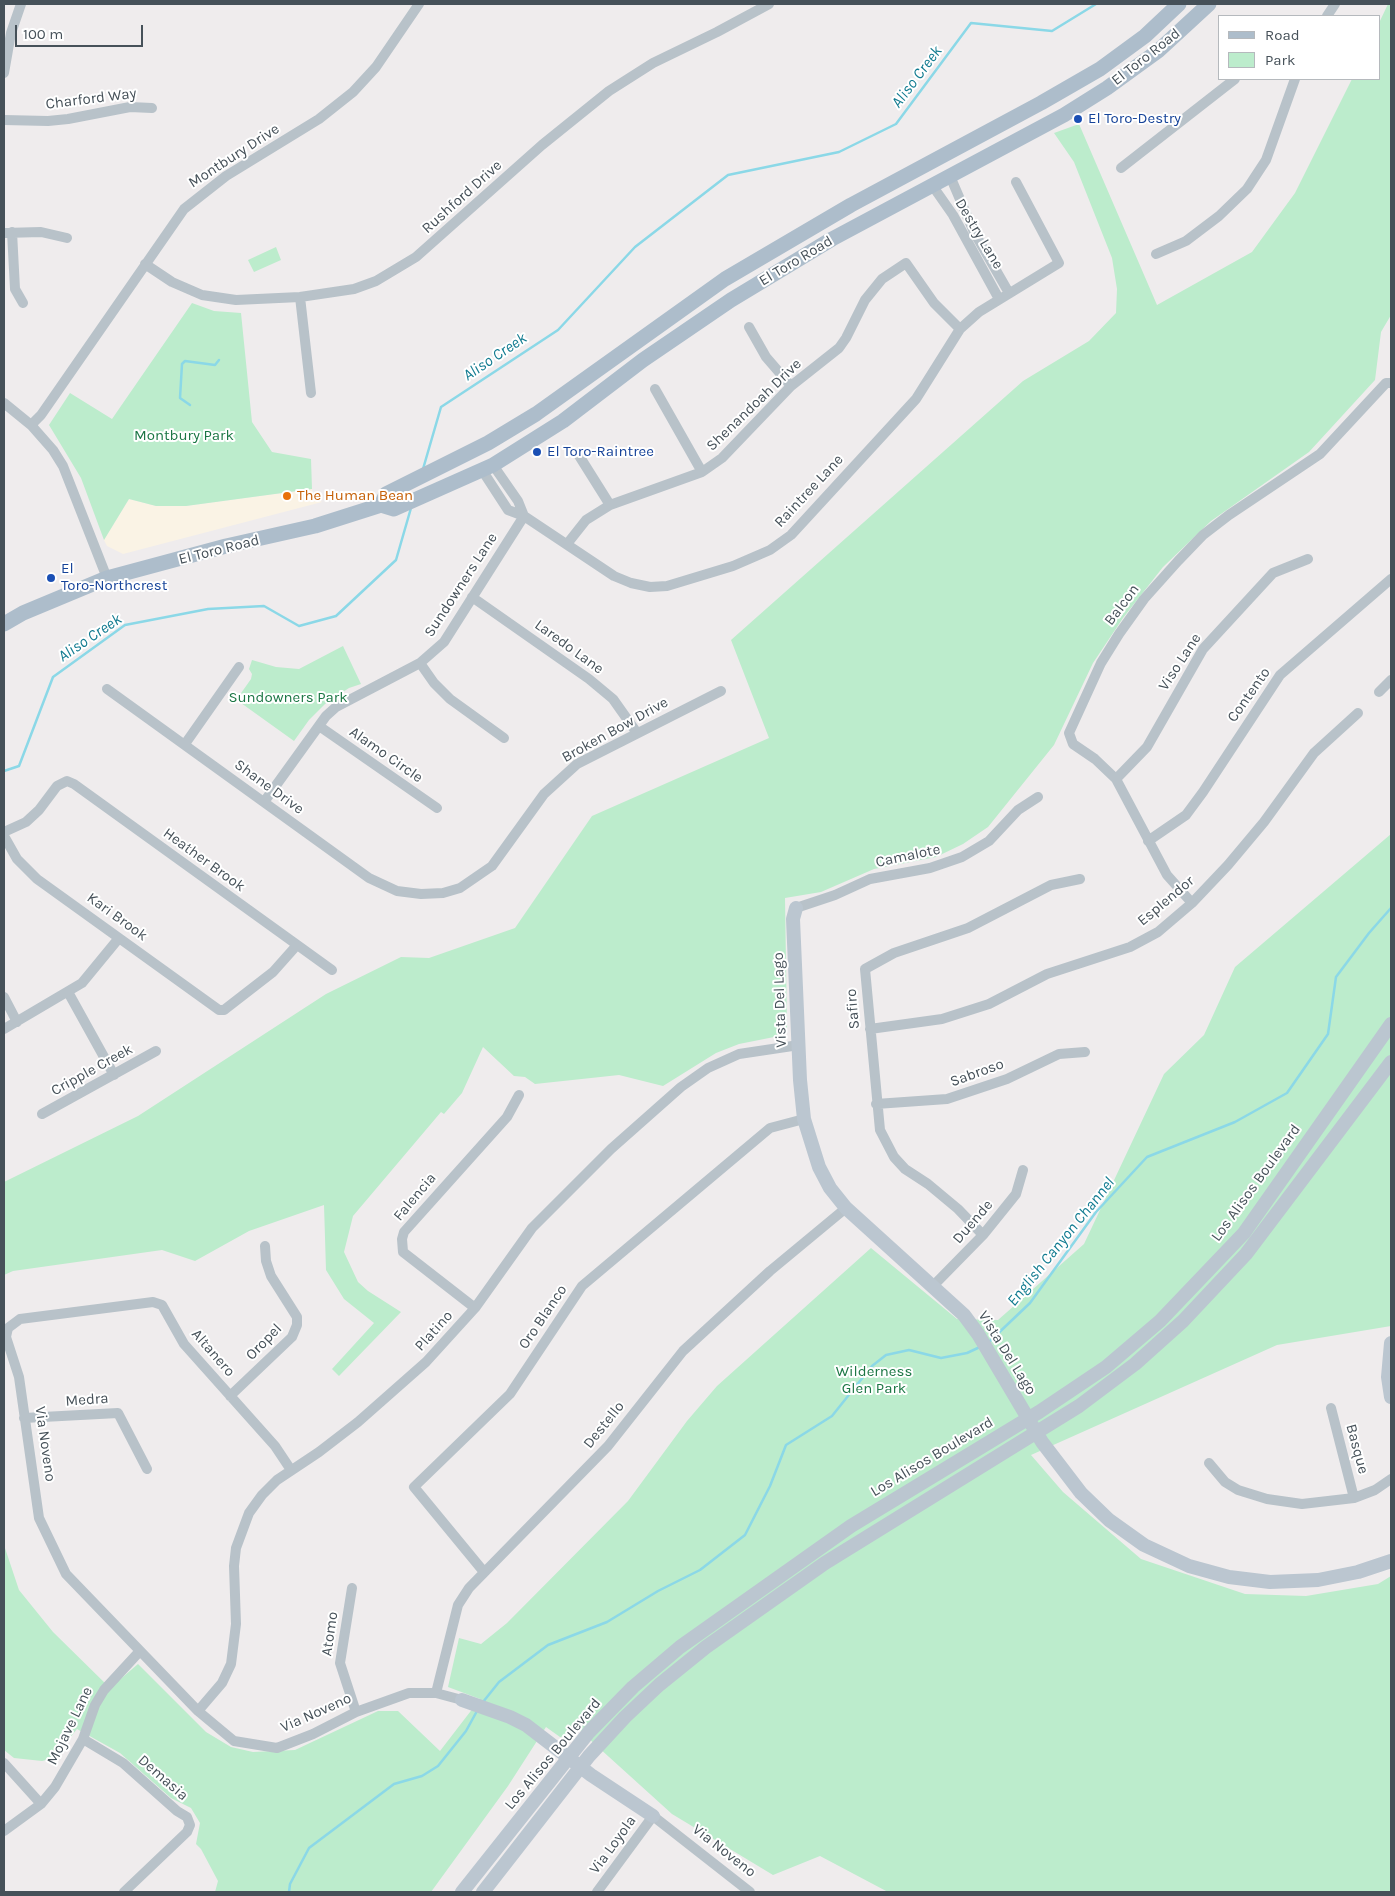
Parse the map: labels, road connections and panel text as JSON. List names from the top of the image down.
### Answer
{
  "streets": {
    "main road": [
      "El Toro Road",
      "Vista Del Lago",
      "Los Alisos Boulevard",
      "Via Noveno"
    ],
    "street": [
      "Charford Way",
      "Montbury Drive",
      "Rushford Drive",
      "Destry Lane",
      "Shenandoah Drive",
      "Raintree Lane",
      "Sundowners Lane",
      "Balcon",
      "Laredo Lane",
      "Viso Lane",
      "Contento",
      "Broken Bow Drive",
      "Alamo Circle",
      "Shane Drive",
      "Camalote",
      "Heather Brook",
      "Esplendor",
      "Kari Brook",
      "Safiro",
      "Cripple Creek",
      "Sabroso",
      "Falencia",
      "Duende",
      "Oro Blanco",
      "Platino",
      "Oropel",
      "Altanero",
      "Medra",
      "Destello",
      "Basque",
      "Atomo",
      "Mojave Lane",
      "Demasia",
      "Via Loyola"
    ]
  },
  "crossings": [
    ["El Toro Road", "Destry Lane"],
    ["El Toro Road", "Raintree Lane"],
    ["Montbury Drive", "Rushford Drive"],
    ["Destry Lane", "Raintree Lane"],
    ["Shenandoah Drive", "Raintree Lane"],
    ["Raintree Lane", "Sundowners Lane"],
    ["Sundowners Lane", "Laredo Lane"],
    ["Sundowners Lane", "Alamo Circle"],
    ["Sundowners Lane", "Shane Drive"],
    ["Balcon", "Viso Lane"],
    ["Balcon", "Contento"],
    ["Balcon", "Esplendor"],
    ["Laredo Lane", "Broken Bow Drive"],
    ["Broken Bow Drive", "Shane Drive"],
    ["Camalote", "Vista Del Lago"],
    ["Heather Brook", "Kari Brook"],
    ["Esplendor", "Safiro"],
    ["Vista Del Lago", "Los Alisos Boulevard"],
    ["Vista Del Lago", "Duende"],
    ["Vista Del Lago", "Oro Blanco"],
    ["Vista Del Lago", "Platino"],
    ["Vista Del Lago", "Destello"],
    ["Safiro", "Sabroso"],
    ["Safiro", "Duende"],
    ["Los Alisos Boulevard", "Via Noveno"],
    ["Falencia", "Platino"],
    ["Oro Blanco", "Destello"],
    ["Platino", "Altanero"],
    ["Platino", "Via Noveno"],
    ["Oropel", "Altanero"],
    ["Altanero", "Via Noveno"],
    ["Medra", "Via Noveno"],
    ["Destello", "Via Noveno"],
    ["Via Noveno", "Atomo"],
    ["Via Noveno", "Mojave Lane"],
    ["Via Noveno", "Via Loyola"],
    ["Mojave Lane", "Demasia"]
  ],
  "water": ["Aliso Creek", "English Canyon Channel"],
  "parks": ["Montbury Park", "Sundowners Park", "Wilderness Glen Park"],
  "places": [
    "El Toro-Destry",
    "El Toro-Raintree",
    "The Human Bean",
    "El Toro-Northcrest"
  ],
  "legend": ["Road", "Park"],
  "scale_bar": "100 m"
}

◆ ◆ ◆ ◆ ◆ ◆ ◆

■ **AIM OF THE TASK**
In the entries above, copy each line that contains the string "Destello".

■ **THE COMPLETED TASK**
      "Destello",
    ["Vista Del Lago", "Destello"],
    ["Oro Blanco", "Destello"],
    ["Destello", "Via Noveno"],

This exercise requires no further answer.